DATASET ENTRIES Start Marker

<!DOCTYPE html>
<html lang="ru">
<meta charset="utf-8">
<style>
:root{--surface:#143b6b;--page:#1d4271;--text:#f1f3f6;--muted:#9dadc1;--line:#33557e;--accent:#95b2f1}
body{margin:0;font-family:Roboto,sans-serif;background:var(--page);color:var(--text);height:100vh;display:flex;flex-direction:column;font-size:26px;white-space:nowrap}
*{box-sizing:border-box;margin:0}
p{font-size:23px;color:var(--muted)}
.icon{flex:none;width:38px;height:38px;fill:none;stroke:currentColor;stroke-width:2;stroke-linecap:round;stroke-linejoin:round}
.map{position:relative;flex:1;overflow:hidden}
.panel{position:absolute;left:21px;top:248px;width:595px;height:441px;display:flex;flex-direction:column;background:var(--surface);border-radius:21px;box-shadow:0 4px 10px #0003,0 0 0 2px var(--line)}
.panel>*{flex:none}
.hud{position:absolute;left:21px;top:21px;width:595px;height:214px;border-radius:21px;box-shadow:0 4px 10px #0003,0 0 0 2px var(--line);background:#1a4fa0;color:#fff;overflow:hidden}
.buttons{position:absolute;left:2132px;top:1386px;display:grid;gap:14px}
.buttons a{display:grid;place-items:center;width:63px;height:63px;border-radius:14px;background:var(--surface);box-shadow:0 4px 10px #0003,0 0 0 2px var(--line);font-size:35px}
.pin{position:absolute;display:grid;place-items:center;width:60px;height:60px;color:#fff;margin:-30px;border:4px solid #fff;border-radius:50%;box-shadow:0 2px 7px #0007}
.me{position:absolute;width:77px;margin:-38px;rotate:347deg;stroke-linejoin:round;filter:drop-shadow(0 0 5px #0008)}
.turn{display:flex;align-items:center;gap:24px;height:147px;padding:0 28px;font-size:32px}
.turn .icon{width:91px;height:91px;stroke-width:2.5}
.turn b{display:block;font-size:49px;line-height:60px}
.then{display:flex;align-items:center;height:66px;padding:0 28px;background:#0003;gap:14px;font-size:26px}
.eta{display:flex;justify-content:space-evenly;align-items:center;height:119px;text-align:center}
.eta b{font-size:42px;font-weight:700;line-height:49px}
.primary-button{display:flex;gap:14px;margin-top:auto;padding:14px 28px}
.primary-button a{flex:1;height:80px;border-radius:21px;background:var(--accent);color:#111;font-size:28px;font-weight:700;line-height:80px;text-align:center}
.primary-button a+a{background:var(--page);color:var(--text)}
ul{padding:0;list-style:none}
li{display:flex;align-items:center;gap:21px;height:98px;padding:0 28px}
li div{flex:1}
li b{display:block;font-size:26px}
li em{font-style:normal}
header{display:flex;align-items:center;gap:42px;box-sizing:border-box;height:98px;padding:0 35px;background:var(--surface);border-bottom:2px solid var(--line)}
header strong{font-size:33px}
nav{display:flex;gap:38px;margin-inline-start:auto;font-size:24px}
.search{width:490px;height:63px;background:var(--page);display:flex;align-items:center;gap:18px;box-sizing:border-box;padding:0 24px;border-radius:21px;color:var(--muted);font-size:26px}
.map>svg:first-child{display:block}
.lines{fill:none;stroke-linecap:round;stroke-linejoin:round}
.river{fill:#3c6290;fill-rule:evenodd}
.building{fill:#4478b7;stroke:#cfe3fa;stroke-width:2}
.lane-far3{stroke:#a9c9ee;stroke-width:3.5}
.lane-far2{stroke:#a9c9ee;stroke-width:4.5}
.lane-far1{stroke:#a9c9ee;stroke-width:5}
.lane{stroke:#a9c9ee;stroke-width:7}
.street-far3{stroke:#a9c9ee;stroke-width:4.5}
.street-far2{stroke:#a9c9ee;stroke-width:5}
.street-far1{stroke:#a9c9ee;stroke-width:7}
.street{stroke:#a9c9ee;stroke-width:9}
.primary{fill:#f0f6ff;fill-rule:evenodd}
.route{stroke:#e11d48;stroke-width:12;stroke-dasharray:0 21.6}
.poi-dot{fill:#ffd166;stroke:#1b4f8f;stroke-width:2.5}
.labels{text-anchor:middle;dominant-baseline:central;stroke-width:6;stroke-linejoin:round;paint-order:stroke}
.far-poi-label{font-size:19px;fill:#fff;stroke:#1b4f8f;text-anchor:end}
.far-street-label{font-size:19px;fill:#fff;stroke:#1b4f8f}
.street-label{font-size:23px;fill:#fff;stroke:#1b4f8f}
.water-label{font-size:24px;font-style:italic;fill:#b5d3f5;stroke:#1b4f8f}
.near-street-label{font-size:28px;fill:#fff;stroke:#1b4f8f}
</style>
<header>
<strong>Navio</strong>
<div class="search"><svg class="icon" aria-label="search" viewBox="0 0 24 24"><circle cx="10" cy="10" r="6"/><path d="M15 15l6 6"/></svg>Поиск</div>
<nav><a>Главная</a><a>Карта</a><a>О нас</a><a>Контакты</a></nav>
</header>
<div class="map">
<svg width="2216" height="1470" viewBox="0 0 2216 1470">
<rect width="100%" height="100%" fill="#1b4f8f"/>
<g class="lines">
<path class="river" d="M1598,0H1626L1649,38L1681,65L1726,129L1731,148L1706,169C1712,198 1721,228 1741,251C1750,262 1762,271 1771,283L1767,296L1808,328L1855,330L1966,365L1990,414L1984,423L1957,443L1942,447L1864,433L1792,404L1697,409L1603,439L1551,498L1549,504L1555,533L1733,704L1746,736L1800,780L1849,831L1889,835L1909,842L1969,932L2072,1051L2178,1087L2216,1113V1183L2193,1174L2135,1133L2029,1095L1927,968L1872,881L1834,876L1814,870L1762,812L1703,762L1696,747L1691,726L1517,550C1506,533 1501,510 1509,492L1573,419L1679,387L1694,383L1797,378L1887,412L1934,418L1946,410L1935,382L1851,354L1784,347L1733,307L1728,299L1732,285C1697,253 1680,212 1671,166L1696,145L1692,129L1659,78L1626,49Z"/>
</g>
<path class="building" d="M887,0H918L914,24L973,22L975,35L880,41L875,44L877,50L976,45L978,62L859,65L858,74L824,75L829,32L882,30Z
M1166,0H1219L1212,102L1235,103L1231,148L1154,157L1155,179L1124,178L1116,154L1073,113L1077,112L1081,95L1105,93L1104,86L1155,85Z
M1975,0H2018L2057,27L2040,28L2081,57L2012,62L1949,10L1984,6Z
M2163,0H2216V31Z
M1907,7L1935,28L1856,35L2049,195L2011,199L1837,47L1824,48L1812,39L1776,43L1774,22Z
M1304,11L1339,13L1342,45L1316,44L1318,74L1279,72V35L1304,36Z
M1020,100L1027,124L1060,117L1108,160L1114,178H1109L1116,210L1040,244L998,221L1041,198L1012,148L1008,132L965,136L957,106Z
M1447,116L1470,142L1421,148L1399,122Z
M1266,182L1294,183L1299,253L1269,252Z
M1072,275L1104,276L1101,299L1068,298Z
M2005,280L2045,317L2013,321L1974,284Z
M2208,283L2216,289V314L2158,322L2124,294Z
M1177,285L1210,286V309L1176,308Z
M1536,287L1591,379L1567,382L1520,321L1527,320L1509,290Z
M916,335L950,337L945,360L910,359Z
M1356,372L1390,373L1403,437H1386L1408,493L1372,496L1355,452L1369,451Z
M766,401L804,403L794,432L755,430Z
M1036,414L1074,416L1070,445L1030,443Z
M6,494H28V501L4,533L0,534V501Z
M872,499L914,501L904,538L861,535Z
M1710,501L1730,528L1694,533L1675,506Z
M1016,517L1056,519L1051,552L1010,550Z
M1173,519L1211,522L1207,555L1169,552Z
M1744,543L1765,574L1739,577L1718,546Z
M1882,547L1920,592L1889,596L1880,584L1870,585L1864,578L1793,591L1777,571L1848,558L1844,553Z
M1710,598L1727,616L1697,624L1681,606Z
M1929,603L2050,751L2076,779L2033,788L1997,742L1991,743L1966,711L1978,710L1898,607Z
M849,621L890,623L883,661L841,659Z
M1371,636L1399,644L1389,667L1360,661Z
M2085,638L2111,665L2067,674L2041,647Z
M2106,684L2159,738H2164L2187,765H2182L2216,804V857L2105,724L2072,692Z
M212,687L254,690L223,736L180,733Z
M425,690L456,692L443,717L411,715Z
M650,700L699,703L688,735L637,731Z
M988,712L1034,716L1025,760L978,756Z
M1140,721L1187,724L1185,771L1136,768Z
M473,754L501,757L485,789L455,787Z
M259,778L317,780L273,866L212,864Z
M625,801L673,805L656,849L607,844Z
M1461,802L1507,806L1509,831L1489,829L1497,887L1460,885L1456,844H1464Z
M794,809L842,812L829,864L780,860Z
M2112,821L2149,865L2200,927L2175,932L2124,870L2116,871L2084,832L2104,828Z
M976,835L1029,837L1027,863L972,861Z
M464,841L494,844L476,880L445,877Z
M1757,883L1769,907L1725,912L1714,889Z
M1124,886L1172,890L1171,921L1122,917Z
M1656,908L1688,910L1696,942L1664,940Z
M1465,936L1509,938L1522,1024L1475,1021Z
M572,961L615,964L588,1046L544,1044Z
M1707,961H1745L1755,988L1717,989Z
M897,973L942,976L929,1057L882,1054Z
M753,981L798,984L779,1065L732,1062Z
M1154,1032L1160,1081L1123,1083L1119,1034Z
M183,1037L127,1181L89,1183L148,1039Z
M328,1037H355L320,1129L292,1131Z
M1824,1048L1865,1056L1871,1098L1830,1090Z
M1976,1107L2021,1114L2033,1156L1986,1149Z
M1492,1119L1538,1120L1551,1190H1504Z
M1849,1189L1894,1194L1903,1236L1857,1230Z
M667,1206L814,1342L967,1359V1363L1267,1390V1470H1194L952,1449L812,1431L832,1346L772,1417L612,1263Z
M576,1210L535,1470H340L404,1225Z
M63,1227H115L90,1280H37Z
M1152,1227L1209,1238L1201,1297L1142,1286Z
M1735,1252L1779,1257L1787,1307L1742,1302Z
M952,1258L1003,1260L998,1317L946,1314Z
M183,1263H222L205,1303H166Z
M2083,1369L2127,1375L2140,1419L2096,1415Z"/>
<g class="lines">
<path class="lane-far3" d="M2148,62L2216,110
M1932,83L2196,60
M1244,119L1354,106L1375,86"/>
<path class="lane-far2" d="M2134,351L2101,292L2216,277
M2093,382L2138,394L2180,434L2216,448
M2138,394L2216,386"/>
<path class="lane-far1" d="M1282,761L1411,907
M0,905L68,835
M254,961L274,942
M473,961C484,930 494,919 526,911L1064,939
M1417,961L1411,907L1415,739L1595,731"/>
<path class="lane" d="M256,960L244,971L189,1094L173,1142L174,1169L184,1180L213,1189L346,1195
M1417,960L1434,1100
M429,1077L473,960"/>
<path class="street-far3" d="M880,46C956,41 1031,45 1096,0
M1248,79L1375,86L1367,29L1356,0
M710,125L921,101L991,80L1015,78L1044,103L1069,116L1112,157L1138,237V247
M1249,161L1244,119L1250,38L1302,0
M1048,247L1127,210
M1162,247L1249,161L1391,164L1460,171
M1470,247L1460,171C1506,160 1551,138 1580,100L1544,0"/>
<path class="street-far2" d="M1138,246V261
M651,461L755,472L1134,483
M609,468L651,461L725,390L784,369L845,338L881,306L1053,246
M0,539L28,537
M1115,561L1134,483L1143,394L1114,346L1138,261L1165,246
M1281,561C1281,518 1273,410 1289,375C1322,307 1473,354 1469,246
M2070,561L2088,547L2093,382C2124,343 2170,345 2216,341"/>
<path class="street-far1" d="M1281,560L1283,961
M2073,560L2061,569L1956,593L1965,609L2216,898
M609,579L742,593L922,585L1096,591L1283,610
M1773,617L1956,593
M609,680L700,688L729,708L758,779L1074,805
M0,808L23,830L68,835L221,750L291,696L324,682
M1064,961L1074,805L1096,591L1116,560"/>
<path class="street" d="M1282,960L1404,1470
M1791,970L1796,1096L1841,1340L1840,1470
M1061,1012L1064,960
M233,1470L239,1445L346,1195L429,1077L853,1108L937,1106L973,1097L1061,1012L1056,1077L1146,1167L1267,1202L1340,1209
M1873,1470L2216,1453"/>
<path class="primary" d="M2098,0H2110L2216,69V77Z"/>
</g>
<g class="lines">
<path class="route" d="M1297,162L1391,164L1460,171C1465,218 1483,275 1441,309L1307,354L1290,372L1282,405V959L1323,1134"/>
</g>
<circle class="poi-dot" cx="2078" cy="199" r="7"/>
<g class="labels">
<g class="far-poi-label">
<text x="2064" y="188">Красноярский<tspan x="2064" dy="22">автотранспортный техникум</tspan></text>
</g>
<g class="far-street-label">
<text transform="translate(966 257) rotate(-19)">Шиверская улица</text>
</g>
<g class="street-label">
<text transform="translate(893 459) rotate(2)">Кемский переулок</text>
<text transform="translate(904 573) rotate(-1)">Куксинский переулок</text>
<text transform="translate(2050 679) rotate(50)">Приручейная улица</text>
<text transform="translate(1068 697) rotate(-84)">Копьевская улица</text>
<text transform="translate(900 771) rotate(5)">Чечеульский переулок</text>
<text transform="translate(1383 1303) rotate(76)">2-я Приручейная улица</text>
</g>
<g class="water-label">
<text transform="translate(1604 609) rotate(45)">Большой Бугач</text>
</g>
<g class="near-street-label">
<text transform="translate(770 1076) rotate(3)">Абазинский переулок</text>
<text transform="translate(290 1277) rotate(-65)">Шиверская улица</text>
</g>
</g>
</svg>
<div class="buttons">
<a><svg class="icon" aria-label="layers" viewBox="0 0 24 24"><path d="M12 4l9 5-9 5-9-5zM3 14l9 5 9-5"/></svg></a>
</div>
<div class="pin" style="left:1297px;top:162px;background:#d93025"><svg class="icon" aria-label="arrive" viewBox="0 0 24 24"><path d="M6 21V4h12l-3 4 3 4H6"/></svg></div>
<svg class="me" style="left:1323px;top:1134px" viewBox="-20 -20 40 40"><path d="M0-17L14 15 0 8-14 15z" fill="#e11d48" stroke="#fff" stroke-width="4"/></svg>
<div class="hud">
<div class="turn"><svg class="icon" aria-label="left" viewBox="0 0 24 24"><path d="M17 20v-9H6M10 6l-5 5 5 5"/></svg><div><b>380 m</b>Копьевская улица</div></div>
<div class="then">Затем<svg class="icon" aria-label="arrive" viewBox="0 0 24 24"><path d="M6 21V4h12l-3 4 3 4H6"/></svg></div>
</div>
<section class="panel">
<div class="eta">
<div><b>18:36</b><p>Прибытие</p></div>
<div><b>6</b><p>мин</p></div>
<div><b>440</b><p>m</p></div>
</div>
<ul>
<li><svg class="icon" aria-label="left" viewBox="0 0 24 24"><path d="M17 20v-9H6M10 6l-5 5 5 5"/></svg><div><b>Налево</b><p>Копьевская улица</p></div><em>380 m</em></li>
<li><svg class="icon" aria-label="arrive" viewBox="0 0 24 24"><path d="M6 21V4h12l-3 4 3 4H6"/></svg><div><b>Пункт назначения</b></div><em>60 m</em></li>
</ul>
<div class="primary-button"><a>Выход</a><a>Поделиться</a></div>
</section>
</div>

DATASET ENTRIES End Marker

## WORK ORDER
Above this task is a listing. Restate, word for word and with nothing added, the lines from the one with "M328,1037H355L320,1129L292,1131Z" through the one with "M1162,247L1249,161L1391,164L1460,171".

## RESPONSE AREA
M328,1037H355L320,1129L292,1131Z
M1824,1048L1865,1056L1871,1098L1830,1090Z
M1976,1107L2021,1114L2033,1156L1986,1149Z
M1492,1119L1538,1120L1551,1190H1504Z
M1849,1189L1894,1194L1903,1236L1857,1230Z
M667,1206L814,1342L967,1359V1363L1267,1390V1470H1194L952,1449L812,1431L832,1346L772,1417L612,1263Z
M576,1210L535,1470H340L404,1225Z
M63,1227H115L90,1280H37Z
M1152,1227L1209,1238L1201,1297L1142,1286Z
M1735,1252L1779,1257L1787,1307L1742,1302Z
M952,1258L1003,1260L998,1317L946,1314Z
M183,1263H222L205,1303H166Z
M2083,1369L2127,1375L2140,1419L2096,1415Z"/>
<g class="lines">
<path class="lane-far3" d="M2148,62L2216,110
M1932,83L2196,60
M1244,119L1354,106L1375,86"/>
<path class="lane-far2" d="M2134,351L2101,292L2216,277
M2093,382L2138,394L2180,434L2216,448
M2138,394L2216,386"/>
<path class="lane-far1" d="M1282,761L1411,907
M0,905L68,835
M254,961L274,942
M473,961C484,930 494,919 526,911L1064,939
M1417,961L1411,907L1415,739L1595,731"/>
<path class="lane" d="M256,960L244,971L189,1094L173,1142L174,1169L184,1180L213,1189L346,1195
M1417,960L1434,1100
M429,1077L473,960"/>
<path class="street-far3" d="M880,46C956,41 1031,45 1096,0
M1248,79L1375,86L1367,29L1356,0
M710,125L921,101L991,80L1015,78L1044,103L1069,116L1112,157L1138,237V247
M1249,161L1244,119L1250,38L1302,0
M1048,247L1127,210
M1162,247L1249,161L1391,164L1460,171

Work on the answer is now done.